__WHAT IS REQUIRED__. What is wanted is every line below from the one with "Instruction: Give me" up to and including the one with "Input: one rendered", retyped exactly, pictures excluded, nothing else.

__DATASET RECORDS__.

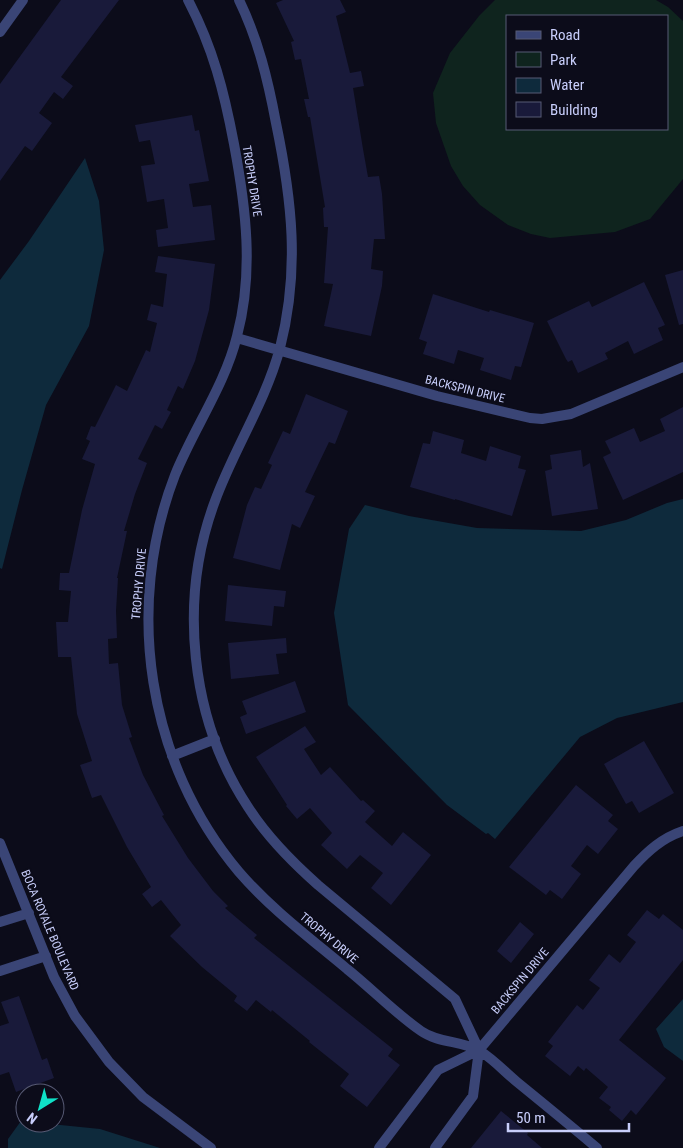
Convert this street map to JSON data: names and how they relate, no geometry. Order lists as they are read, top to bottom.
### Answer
{
  "streets": {
    "street": ["TROPHY DRIVE", "BACKSPIN DRIVE", "BOCA ROYALE BOULEVARD"]
  },
  "crossings": [
    ["TROPHY DRIVE", "BACKSPIN DRIVE"]
  ],
  "legend": [
    "Road",
    "Park",
    "Water",
    "Building"
  ],
  "scale_bar": "50 m",
  "north": "bottom left"
}
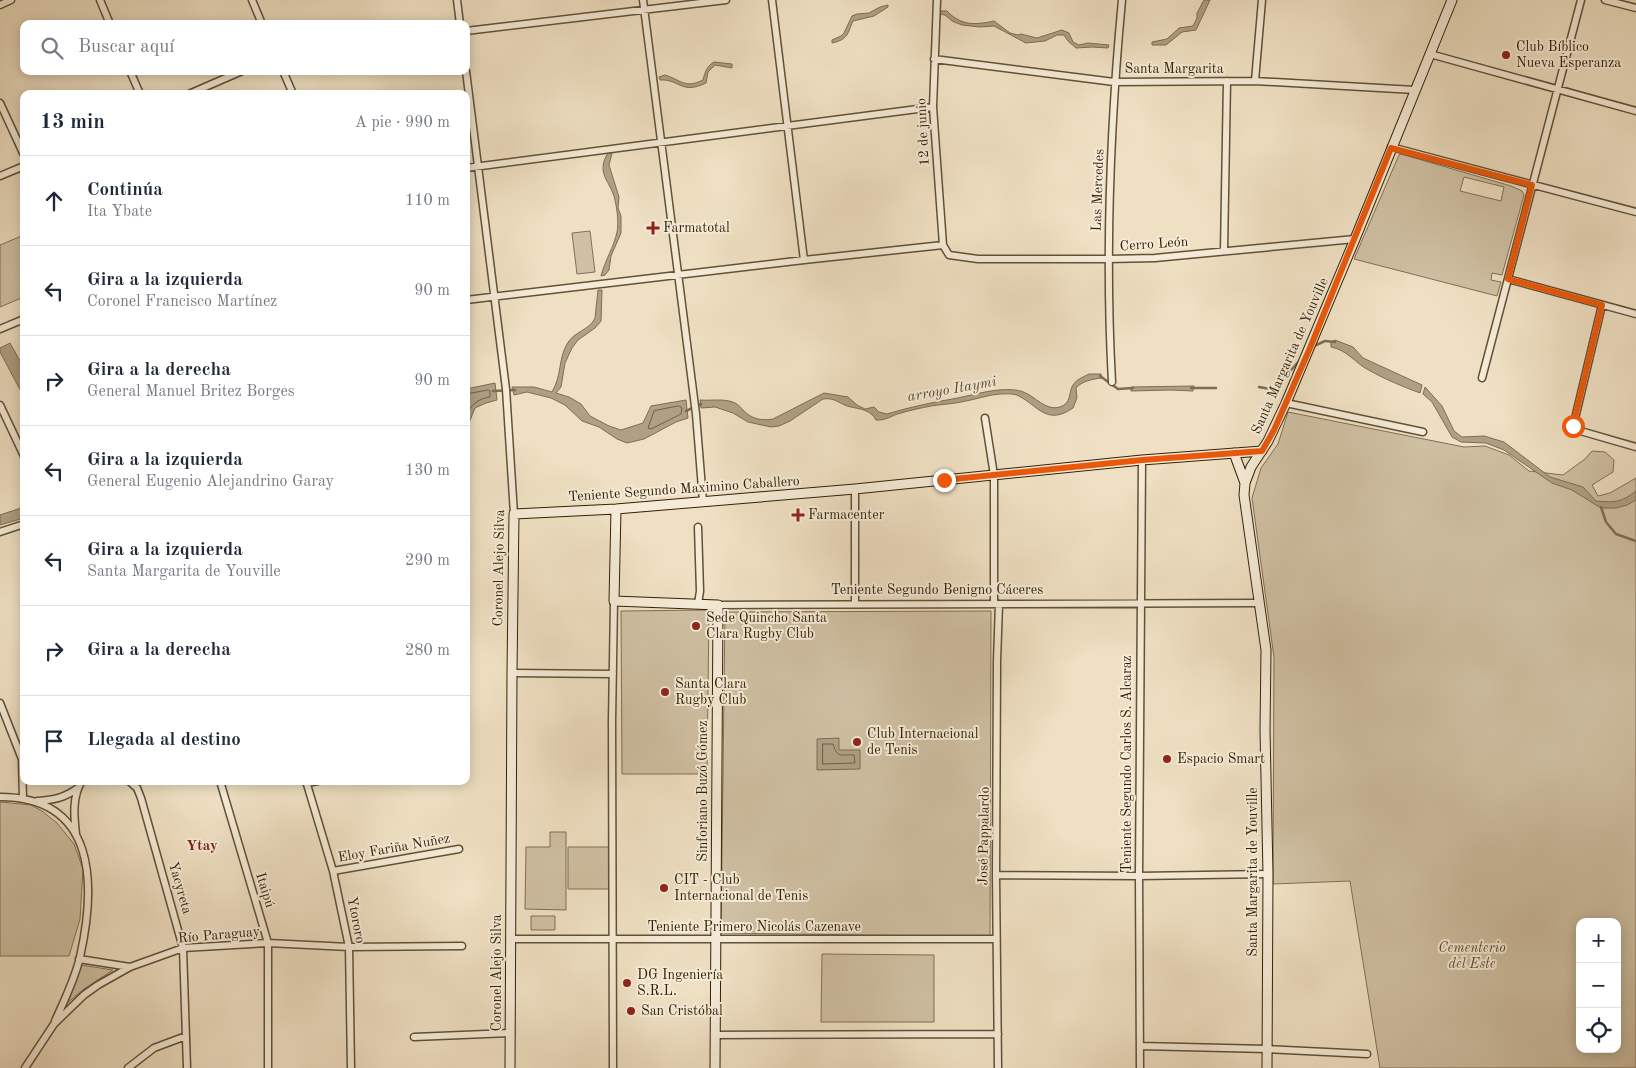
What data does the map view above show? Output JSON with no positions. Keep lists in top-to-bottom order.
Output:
{
  "streets": {
    "main road": [
      "Santa Margarita de Youville",
      "Teniente Segundo Maximino Caballero",
      "Coronel Alejo Silva",
      "Teniente Segundo Benigno Cáceres",
      "Sinforiano Buzó Gómez"
    ],
    "street": [
      "Santa Margarita",
      "12 de junio",
      "Las Mercedes",
      "Cerro León",
      "Teniente Segundo Carlos S. Alcaraz",
      "José Pappalardo",
      "Eloy Fariña Nuñez",
      "Yacyreta",
      "Itaipú",
      "Ytororo",
      "Teniente Primero Nicolás Cazenave",
      "Río Paraguay"
    ]
  },
  "crossings": [
    ["Santa Margarita", "12 de junio"],
    ["Santa Margarita", "Las Mercedes"],
    ["Santa Margarita", "Santa Margarita de Youville"],
    ["12 de junio", "Cerro León"],
    ["Las Mercedes", "Cerro León"],
    ["Cerro León", "Santa Margarita de Youville"],
    ["Santa Margarita de Youville", "Teniente Segundo Maximino Caballero"],
    ["Santa Margarita de Youville", "Teniente Segundo Benigno Cáceres"],
    ["Teniente Segundo Maximino Caballero", "Coronel Alejo Silva"],
    ["Teniente Segundo Maximino Caballero", "Teniente Segundo Carlos S. Alcaraz"],
    ["Teniente Segundo Maximino Caballero", "José Pappalardo"],
    ["Coronel Alejo Silva", "Teniente Primero Nicolás Cazenave"],
    ["Teniente Segundo Benigno Cáceres", "Teniente Segundo Carlos S. Alcaraz"],
    ["Teniente Segundo Benigno Cáceres", "Sinforiano Buzó Gómez"],
    ["Teniente Segundo Benigno Cáceres", "José Pappalardo"],
    ["Sinforiano Buzó Gómez", "Teniente Primero Nicolás Cazenave"],
    ["José Pappalardo", "Teniente Primero Nicolás Cazenave"],
    ["Eloy Fariña Nuñez", "Ytororo"],
    ["Yacyreta", "Río Paraguay"],
    ["Itaipú", "Río Paraguay"],
    ["Ytororo", "Río Paraguay"]
  ],
  "districts": ["Ytay"],
  "water": ["arroyo Itaymi"],
  "parks": ["Cementerio del Este"],
  "places": {
    "other": [
      "Club Bíblico Nueva Esperanza",
      "Sede Quincho Santa Clara Rugby Club",
      "Santa Clara Rugby Club",
      "Club Internacional de Tenis",
      "Espacio Smart",
      "CIT - Club Internacional de Tenis",
      "DG Ingeniería S.R.L.",
      "San Cristóbal"
    ],
    "health": ["Farmatotal", "Farmacenter"]
  },
  "page": {
    "search": "Buscar aquí",
    "heading": ["13 min", "A pie · 990 m"],
    "list": [
      ["Continúa", "Ita Ybate", "110 m"],
      ["Gira a la izquierda", "Coronel Francisco Martínez", "90 m"],
      ["Gira a la derecha", "General Manuel Britez Borges", "90 m"],
      ["Gira a la izquierda", "General Eugenio Alejandrino Garay", "130 m"],
      ["Gira a la izquierda", "Santa Margarita de Youville", "290 m"],
      ["Gira a la derecha", "280 m"],
      "Llegada al destino"
    ],
    "map_buttons": ["+", "−"]
  }
}
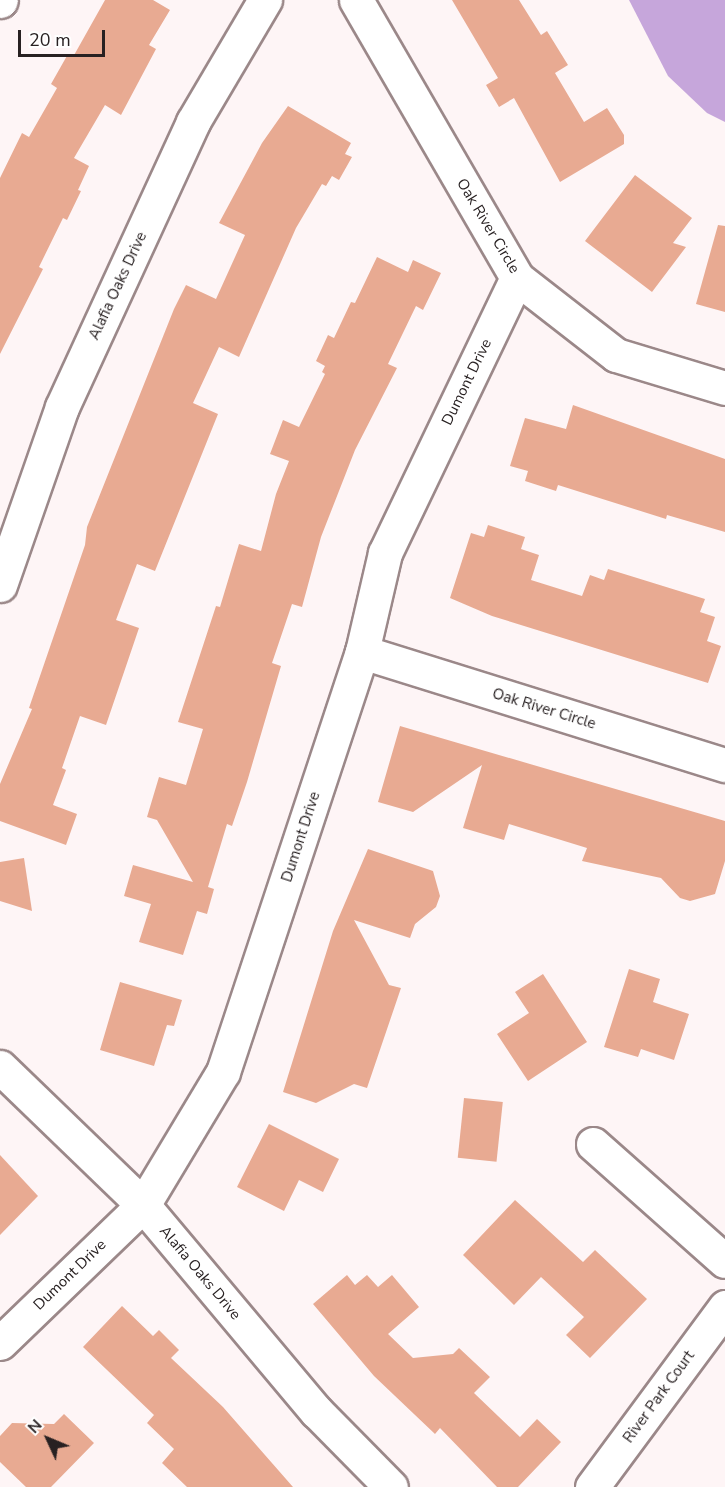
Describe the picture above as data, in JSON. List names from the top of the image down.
{
  "streets": {
    "street": [
      "Oak River Circle",
      "Alafia Oaks Drive",
      "Dumont Drive",
      "River Park Court"
    ]
  },
  "crossings": [
    ["Oak River Circle", "Dumont Drive"],
    ["Alafia Oaks Drive", "Dumont Drive"]
  ],
  "scale_bar": "20 m",
  "north": "top left"
}
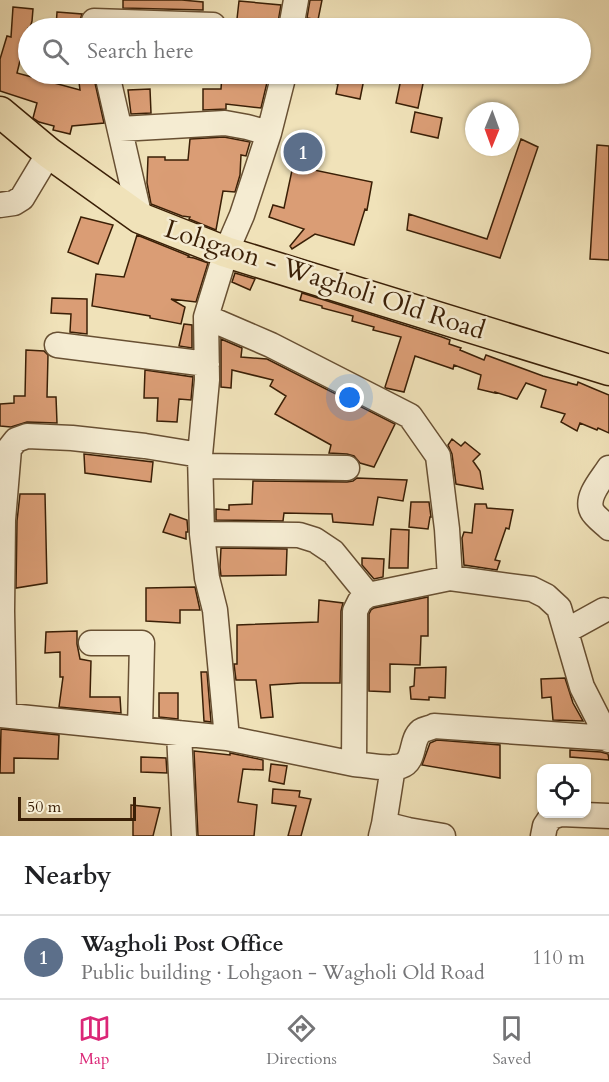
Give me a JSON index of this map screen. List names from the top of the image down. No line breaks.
{"streets":{"main road":["Lohgaon - Wagholi Old Road"]},"scale_bar":"50 m","north":"bottom","page":{"search":"Search here","pins":"1","scale":"50 m","heading":"Nearby","list":[{"mark":"1","name":"Wagholi Post Office","note":"Public building · Lohgaon - Wagholi Old Road","value":"110 m"}],"nav":["Map","Directions","Saved"]}}
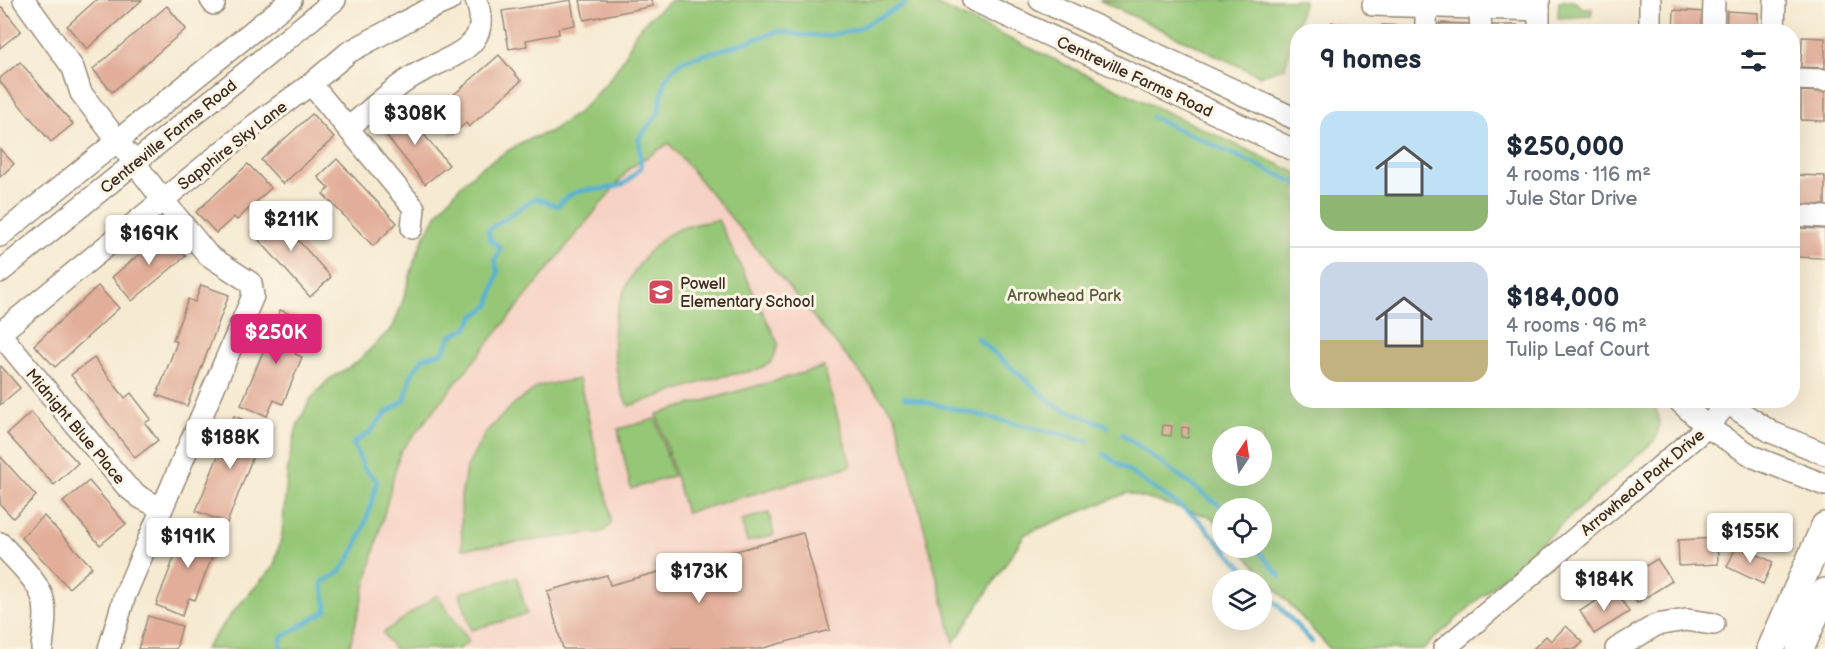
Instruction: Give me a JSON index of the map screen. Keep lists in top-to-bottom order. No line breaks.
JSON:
{"streets":{"street":["Centreville Farms Road","Sapphire Sky Lane","Midnight Blue Place","Arrowhead Park Drive"]},"crossings":[["Sapphire Sky Lane","Midnight Blue Place"]],"parks":["Arrowhead Park"],"places":{"school or university":["Powell Elementary School"]},"north":"top","page":{"heading":"9 homes","price":["$308K","$211K","$169K","$250K","$188K","$155K","$191K","$173K","$184K"],"list":[{"name":"$250,000","note":"4 rooms · 116 m² · Jule Star Drive"},{"name":"$184,000","note":"4 rooms · 96 m² · Tulip Leaf Court"}]}}
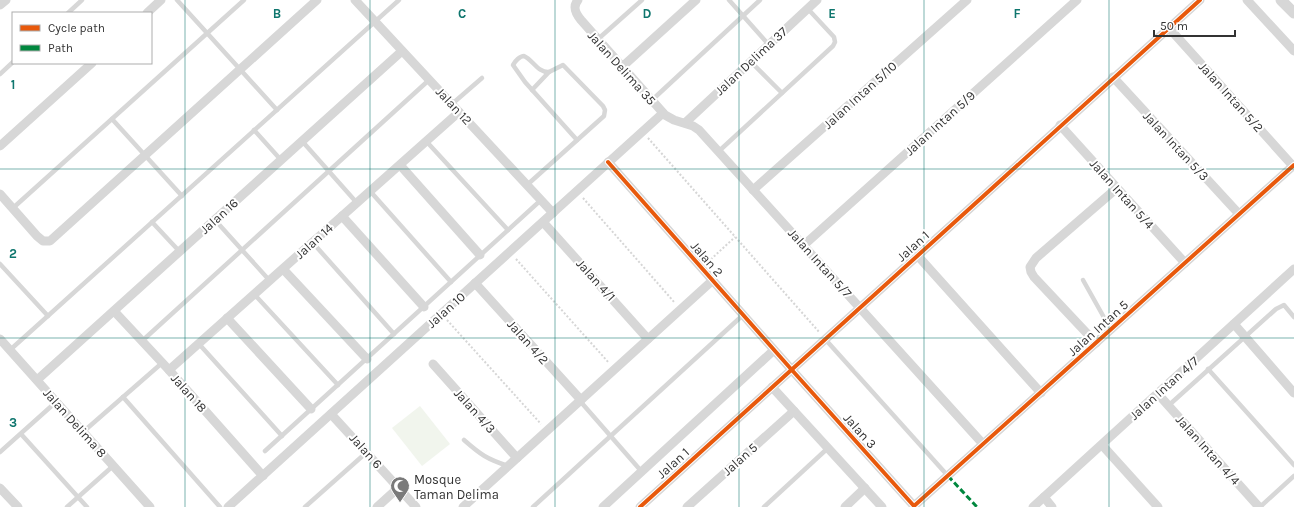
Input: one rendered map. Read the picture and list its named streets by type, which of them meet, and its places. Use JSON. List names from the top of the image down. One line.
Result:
{"streets":{"street":["Jalan Delima 37","Jalan Delima 35","Jalan Intan 5/10","Jalan Intan 5/2","Jalan 12","Jalan Intan 5/9","Jalan Intan 5/3","Jalan Intan 5/4","Jalan 16","Jalan 14","Jalan 1","Jalan 2","Jalan Intan 5/7","Jalan 4/1","Jalan 10","Jalan Intan 5","Jalan 4/2","Jalan Intan 4/7","Jalan 18","Jalan 4/3","Jalan Delima 8","Jalan 3","Jalan Intan 4/4","Jalan 6","Jalan 5"]},"crossings":[["Jalan Delima 37","Jalan Delima 35"],["Jalan Delima 37","Jalan Intan 5/7"],["Jalan Delima 35","Jalan Intan 5/7"],["Jalan Delima 35","Jalan 10"],["Jalan Intan 5/10","Jalan Intan 5/7"],["Jalan Intan 5/2","Jalan 1"],["Jalan Intan 5/2","Jalan Intan 5"],["Jalan 12","Jalan 16"],["Jalan 12","Jalan 14"],["Jalan 12","Jalan 10"],["Jalan Intan 5/9","Jalan Intan 5/7"],["Jalan Intan 5/3","Jalan 1"],["Jalan Intan 5/3","Jalan Intan 5"],["Jalan Intan 5/4","Jalan 1"],["Jalan Intan 5/4","Jalan Intan 5"],["Jalan 16","Jalan 18"],["Jalan 16","Jalan Delima 8"],["Jalan 14","Jalan 18"],["Jalan 1","Jalan 2"],["Jalan 1","Jalan Intan 5/7"],["Jalan 1","Jalan 3"],["Jalan 2","Jalan 10"],["Jalan 2","Jalan 3"],["Jalan Intan 5/7","Jalan Intan 5"],["Jalan 4/1","Jalan 10"],["Jalan 10","Jalan 4/2"],["Jalan 10","Jalan 18"],["Jalan 10","Jalan 6"],["Jalan Intan 5","Jalan 3"],["Jalan Intan 4/7","Jalan Intan 4/4"]],"places":{"mosque":["Mosque Taman Delima"]},"legend":["Cycle path","Path"],"scale_bar":"50 m","grid":{"columns":["B","C","D","E","F"],"rows":["1","2","3"]}}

__COMPLETED TASK__.
Instruction: Give me a JSON index of the map screen. Keep lists in top-to-bottom order. No line breaks.
JSON:
{"streets":{"street":["Centreville Farms Road","Sapphire Sky Lane","Midnight Blue Place","Arrowhead Park Drive"]},"crossings":[["Sapphire Sky Lane","Midnight Blue Place"]],"parks":["Arrowhead Park"],"places":{"school or university":["Powell Elementary School"]},"north":"top","page":{"heading":"9 homes","price":["$308K","$211K","$169K","$250K","$188K","$155K","$191K","$173K","$184K"],"list":[{"name":"$250,000","note":"4 rooms · 116 m² · Jule Star Drive"},{"name":"$184,000","note":"4 rooms · 96 m² · Tulip Leaf Court"}]}}
Input: one rendered map. Read the picture and list its named streets by type, which of them meet, and its places. Use JSON. List names from the top of the image down. One line.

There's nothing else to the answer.